** Given data follows **

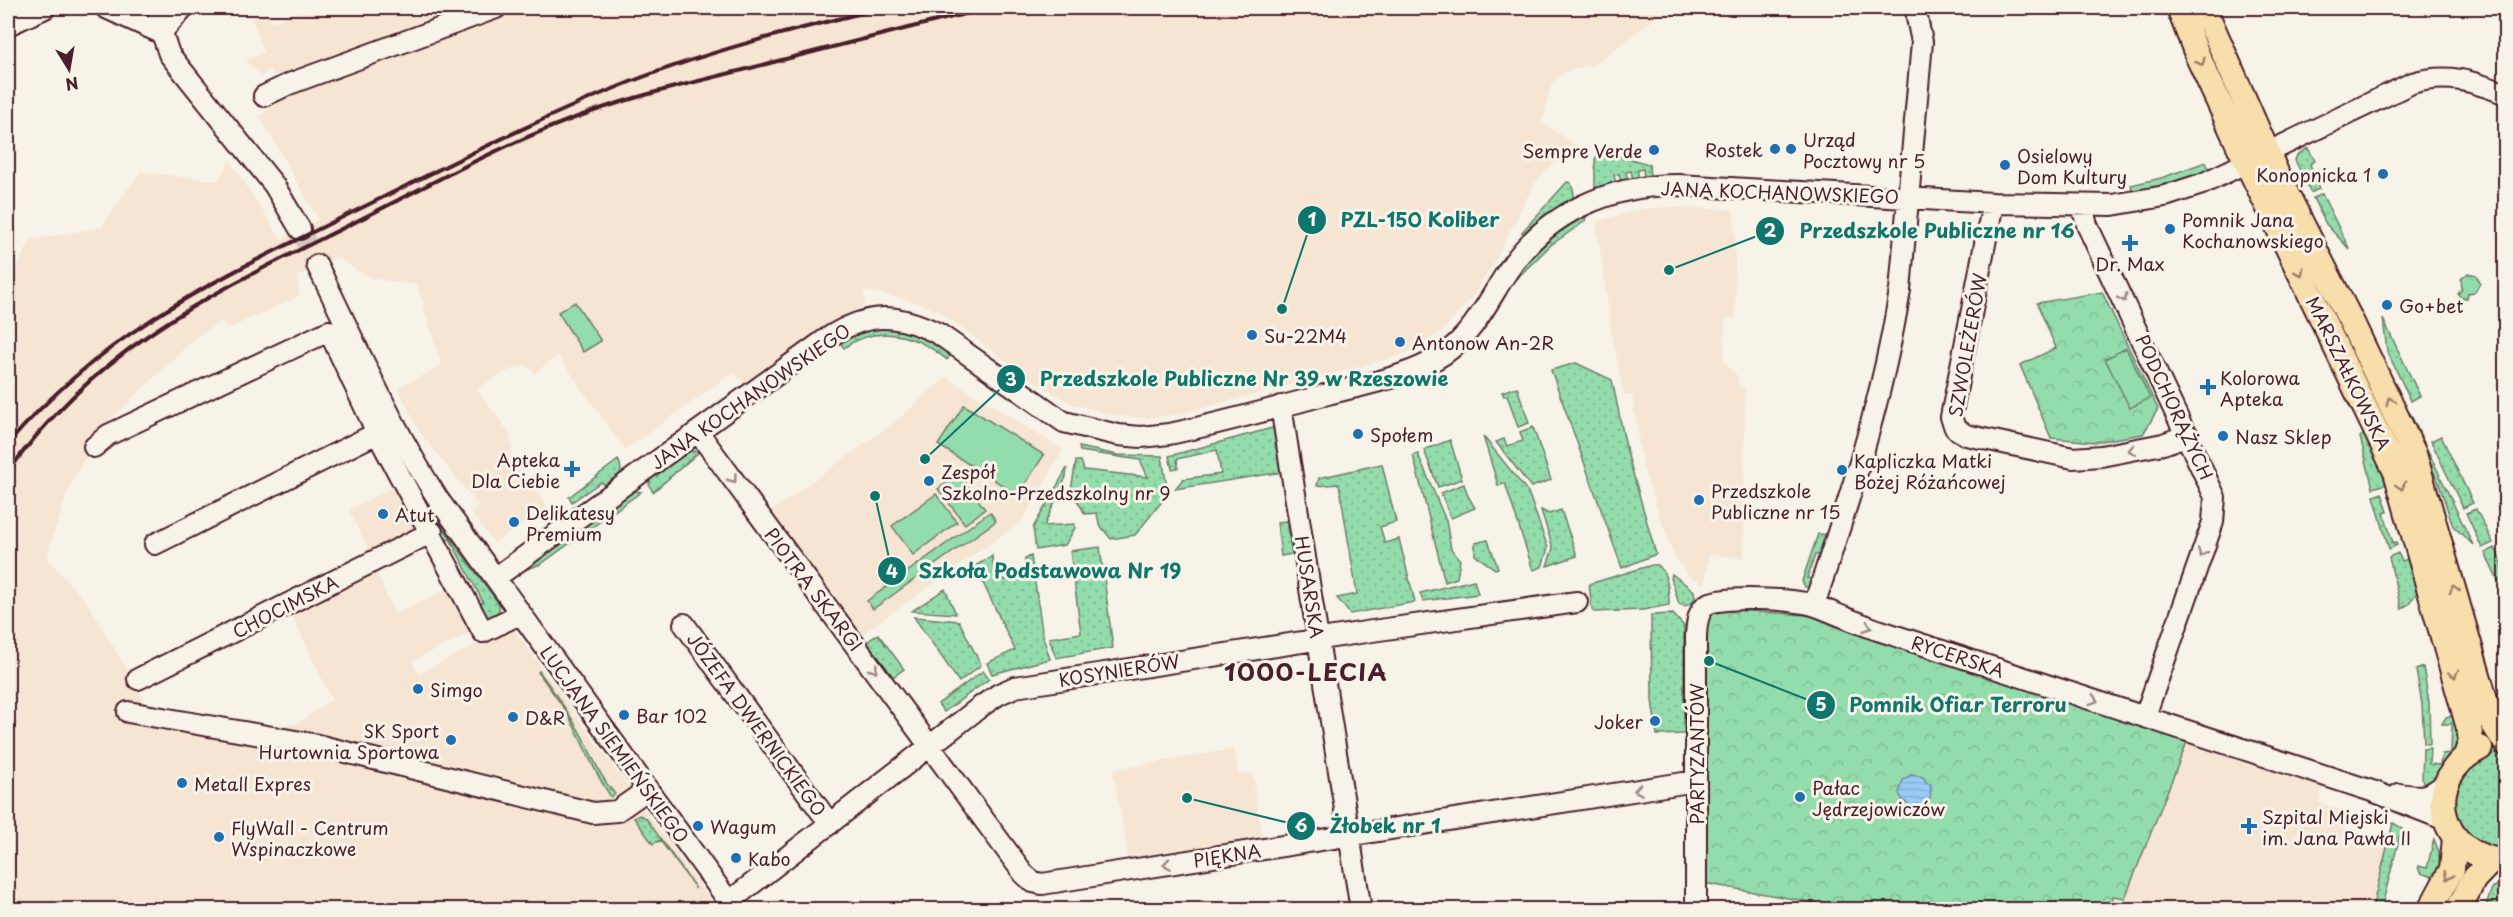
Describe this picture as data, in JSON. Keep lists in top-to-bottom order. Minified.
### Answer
{"streets":{"main road":["MARSZAŁKOWSKA"],"street":["JANA KOCHANOWSKIEGO","SZWOLEŻERÓW","PODCHORĄŻYCH","HUSARSKA","PIOTRA SKARGI","CHOCIMSKA","RYCERSKA","KOSYNIERÓW","JÓZEFA DWERNICKIEGO","LUCJANA SIEMIEŃSKIEGO","PARTYZANTÓW","PIĘKNA"]},"crossings":[["JANA KOCHANOWSKIEGO","SZWOLEŻERÓW"],["JANA KOCHANOWSKIEGO","MARSZAŁKOWSKA"],["JANA KOCHANOWSKIEGO","PODCHORĄŻYCH"],["JANA KOCHANOWSKIEGO","HUSARSKA"],["JANA KOCHANOWSKIEGO","PIOTRA SKARGI"],["JANA KOCHANOWSKIEGO","LUCJANA SIEMIEŃSKIEGO"],["SZWOLEŻERÓW","PODCHORĄŻYCH"],["PODCHORĄŻYCH","RYCERSKA"],["HUSARSKA","KOSYNIERÓW"],["HUSARSKA","PIĘKNA"],["PIOTRA SKARGI","KOSYNIERÓW"],["PIOTRA SKARGI","PIĘKNA"],["RYCERSKA","PARTYZANTÓW"],["KOSYNIERÓW","JÓZEFA DWERNICKIEGO"],["KOSYNIERÓW","LUCJANA SIEMIEŃSKIEGO"],["PARTYZANTÓW","PIĘKNA"]],"one_way":["PODCHORĄŻYCH","PIOTRA SKARGI","RYCERSKA","PIĘKNA"],"districts":["1000-LECIA"],"places":{"other":["Rostek","Urząd Pocztowy nr 5","Sempre Verde","Osielowy Dom Kultury","Konopnicka 1","Pomnik Jana Kochanowskiego","Przedszkole Publiczne nr 16","Go+bet","PZL-150 Koliber","Su-22M4","Antonow An-2R","Społem","Nasz Sklep","Przedszkole Publiczne Nr 39 w Rzeszowie","Kapliczka Matki Bożej Różańcowej","Zespół Szkolno-Przedszkolny nr 9","Szkoła Podstawowa Nr 19","Przedszkole Publiczne nr 15","Atut","Delikatesy Premium","Pomnik Ofiar Terroru","Simgo","Bar 102","D&R","Joker","SK Sport Hurtownia Sportowa","Metall Expres","Pałac Jędrzejowiczów","Żłobek nr 1","Wagum","FlyWall - Centrum Wspinaczkowe","Kabo"],"health":["Dr. Max","Kolorowa Apteka","Apteka Dla Ciebie","Szpital Miejski im. Jana Pawła II"]},"north":"bottom"}
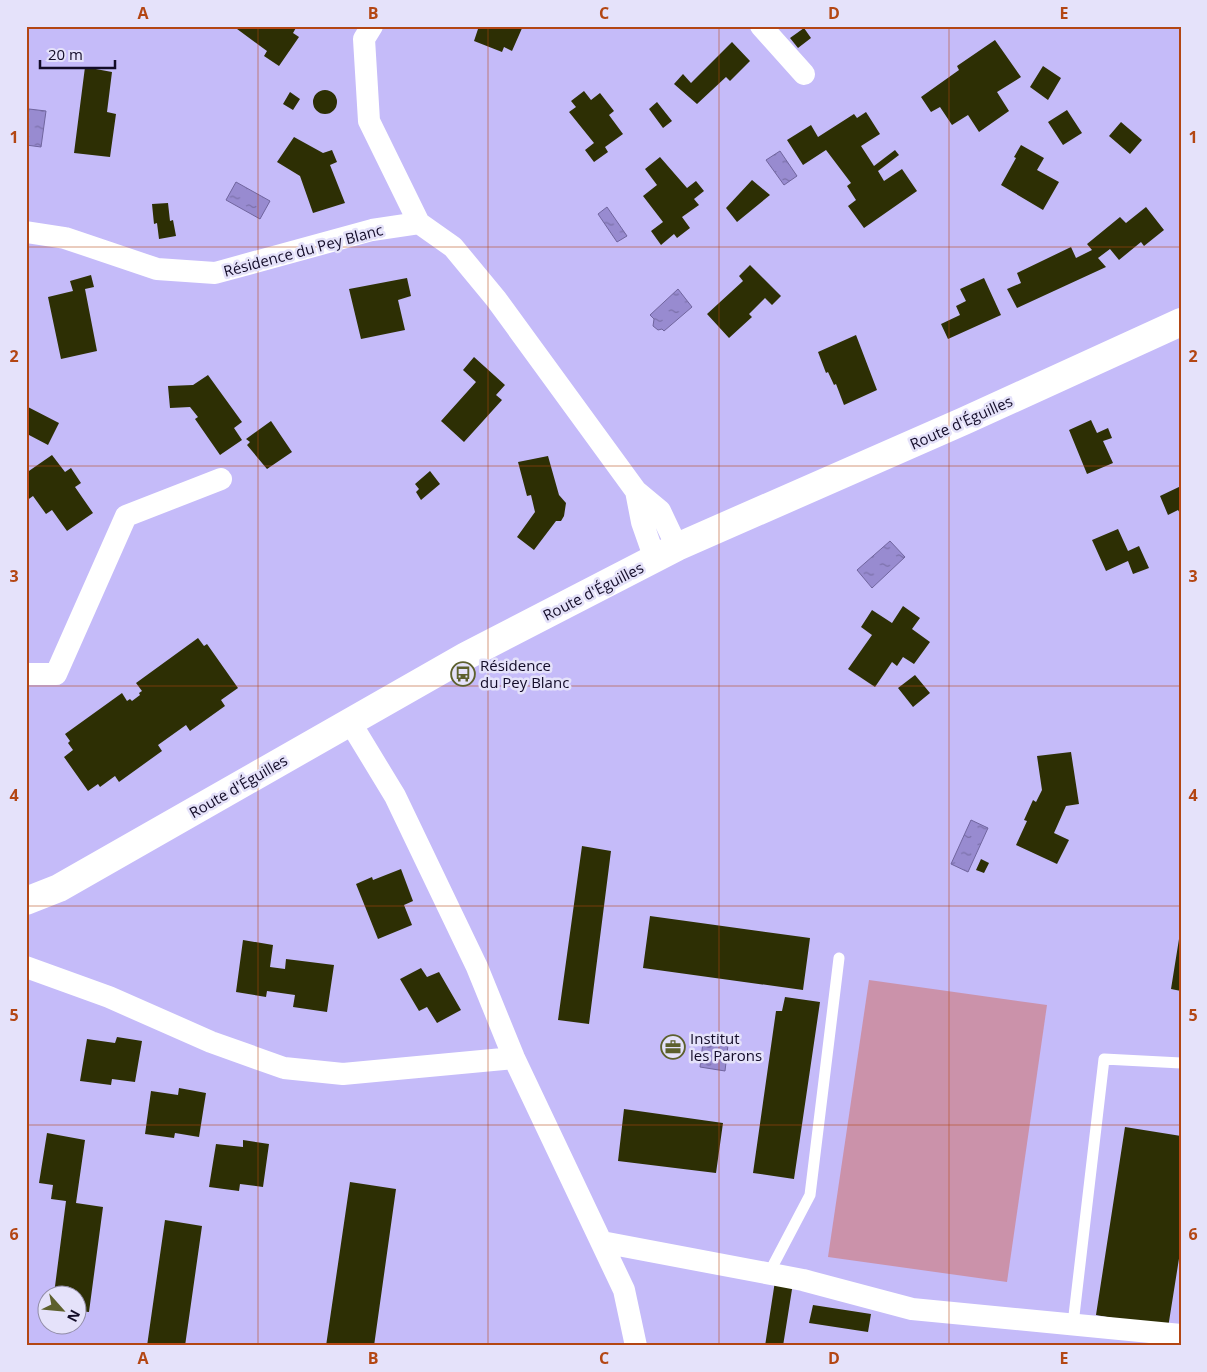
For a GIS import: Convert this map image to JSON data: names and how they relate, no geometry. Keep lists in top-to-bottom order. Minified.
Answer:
{"streets":{"street":["Résidence du Pey Blanc","Route d'Éguilles"]},"places":{"bus stop":["Résidence du Pey Blanc"],"office":["Institut les Parons"]},"scale_bar":"20 m","north":"bottom right","grid":{"columns":["A","B","C","D","E"],"rows":["1","2","3","4","5","6"]}}
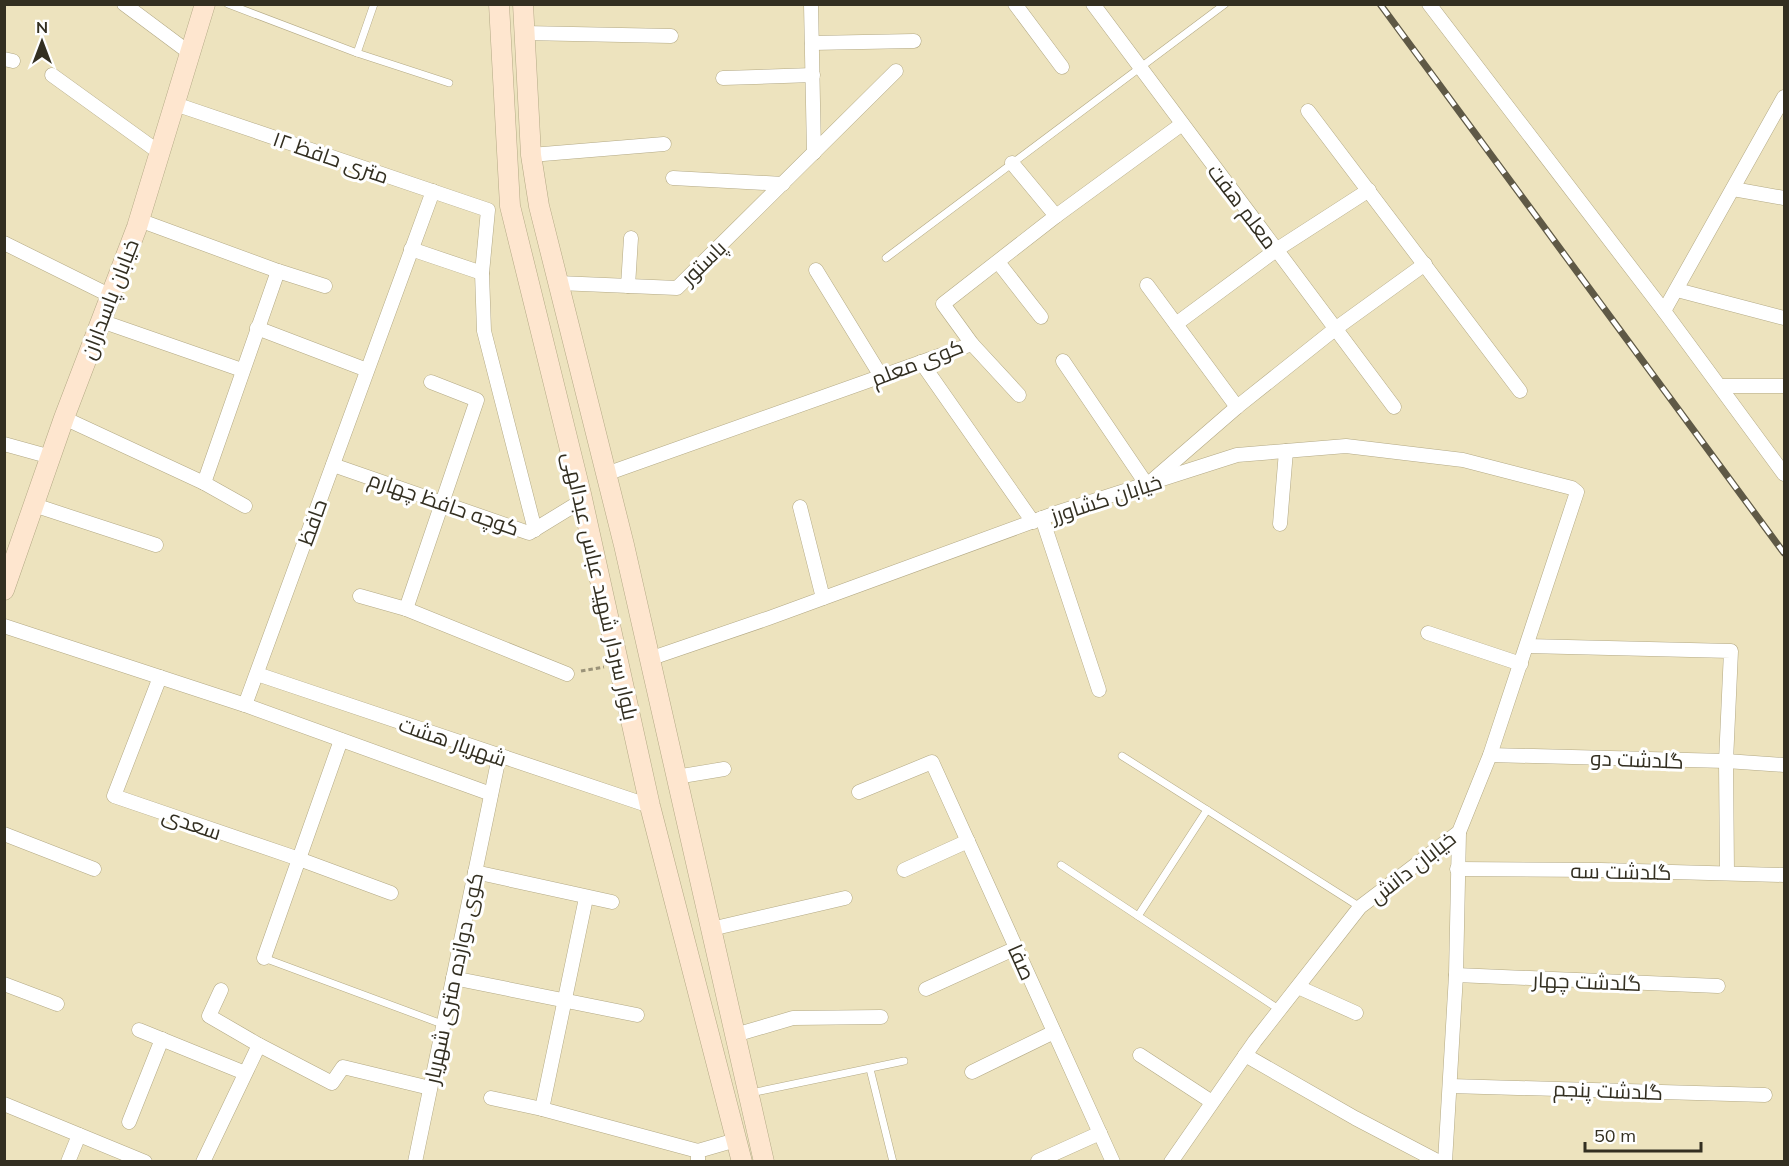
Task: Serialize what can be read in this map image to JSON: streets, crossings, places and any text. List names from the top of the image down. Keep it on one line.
{"streets":{"street":["۱۲ متری حافظ","معلم هفت","پاستور","خیابان پاسداران","کوی معلم","خیابان کشاورز","کوچه حافظ چهارم","حافظ","بلوار سردار شهید عباس عبدالهی","شهریار هشت","گلدشت دو","سعدی","خیابان دانش","گلدشت سه","صفا","کوی دوازده متری شهریار","گلدشت چهار","گلدشت پنجم"]},"crossings":[["۱۲ متری حافظ","خیابان پاسداران"],["۱۲ متری حافظ","حافظ"],["معلم هفت","کوی معلم"],["پاستور","بلوار سردار شهید عباس عبدالهی"],["کوی معلم","بلوار سردار شهید عباس عبدالهی"],["خیابان کشاورز","بلوار سردار شهید عباس عبدالهی"],["خیابان کشاورز","خیابان دانش"],["کوچه حافظ چهارم","حافظ"],["کوچه حافظ چهارم","بلوار سردار شهید عباس عبدالهی"],["حافظ","شهریار هشت"],["بلوار سردار شهید عباس عبدالهی","شهریار هشت"],["شهریار هشت","کوی دوازده متری شهریار"],["گلدشت دو","خیابان دانش"]],"scale_bar":"50 m","north":"top"}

** End of Given data **

Instructions for the task: After reading through the material, report every line that holds "Keep".

Expected output:
Describe this picture as data, in JSON. Keep lists in top-to-bottom order. Minified.
For a GIS import: Convert this map image to JSON data: names and how they relate, no geometry. Keep lists in top-to-bottom order. Minified.
Task: Serialize what can be read in this map image to JSON: streets, crossings, places and any text. List names from the top of the image down. Keep it on one line.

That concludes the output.